Function that builds an axis originating from the given GEOM vertex and being perpendicular to the XY plane.

Parameters:

vertex (Any) – The GEOM vertex being the origin point of the Z-axis.

Returns:

The GEOM edge being the Z-axis originating from the given vertex.

Return type:

Any

check_shape_expected_types(shape: Any, expected_types: List[ShapeType]) → None

Function that checks if the type of the given shape matches any of the expected types.

Parameters:

• shape (Any) – The shape object whose type is to be checked.

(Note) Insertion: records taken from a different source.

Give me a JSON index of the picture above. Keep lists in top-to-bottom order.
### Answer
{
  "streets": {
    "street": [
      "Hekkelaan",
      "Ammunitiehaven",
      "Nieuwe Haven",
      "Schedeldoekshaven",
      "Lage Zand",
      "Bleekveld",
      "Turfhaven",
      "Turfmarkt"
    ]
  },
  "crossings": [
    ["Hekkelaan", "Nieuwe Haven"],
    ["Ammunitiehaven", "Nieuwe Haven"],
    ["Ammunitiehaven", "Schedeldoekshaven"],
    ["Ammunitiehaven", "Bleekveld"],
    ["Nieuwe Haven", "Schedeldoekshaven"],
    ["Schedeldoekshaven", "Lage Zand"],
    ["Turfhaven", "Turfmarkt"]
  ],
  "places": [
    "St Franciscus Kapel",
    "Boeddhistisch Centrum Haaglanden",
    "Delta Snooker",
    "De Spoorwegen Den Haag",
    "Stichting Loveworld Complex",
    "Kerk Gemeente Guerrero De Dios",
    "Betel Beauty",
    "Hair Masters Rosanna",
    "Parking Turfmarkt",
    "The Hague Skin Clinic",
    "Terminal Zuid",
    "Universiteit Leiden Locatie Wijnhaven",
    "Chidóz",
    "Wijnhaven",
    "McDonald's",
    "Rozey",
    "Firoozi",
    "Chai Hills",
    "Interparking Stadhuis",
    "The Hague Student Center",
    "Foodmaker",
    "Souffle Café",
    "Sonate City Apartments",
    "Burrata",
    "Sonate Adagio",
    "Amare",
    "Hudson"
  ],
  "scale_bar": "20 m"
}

• expected_types (List[ShapeType]) – A list of expected shape types.

Raises:

RuntimeError – If the type of the shape is not in the list of expected types.

check_type_geo_consistency(type_geo: LayoutGeometryType, layout_type: LayoutType, symmetry_type: SymmetryType) → None

Function that checks if the given type of geometry is valid for the indicated type of layout and the type of symmetry.

Parameters:

• type_geo (LatticeGeometryType) – The type of geometry of the lattice.

• layout_type (LayoutType) – The type of layout.

• symmetry_type (SymmetryType) – The type of symmetry.

Raises:

RuntimeError – If the given layout type of geometry does not match with the indicated layout and symmetry types.

compute_point_by_reference(point: Any, ref_point: Any, new_ref_coords: Tuple[float, float, float]) → Tuple[float, float, float]

Function that calculates the new coordinates of the given vertex object so that it keeps the same relative vector (i.e., same distance and direction) from a reference point which is moved in another position. The coordinates of the reference point before and after its translation are provided.

Parameters:

• point (Any) – The vertex object whose new coordinates must be evaluated.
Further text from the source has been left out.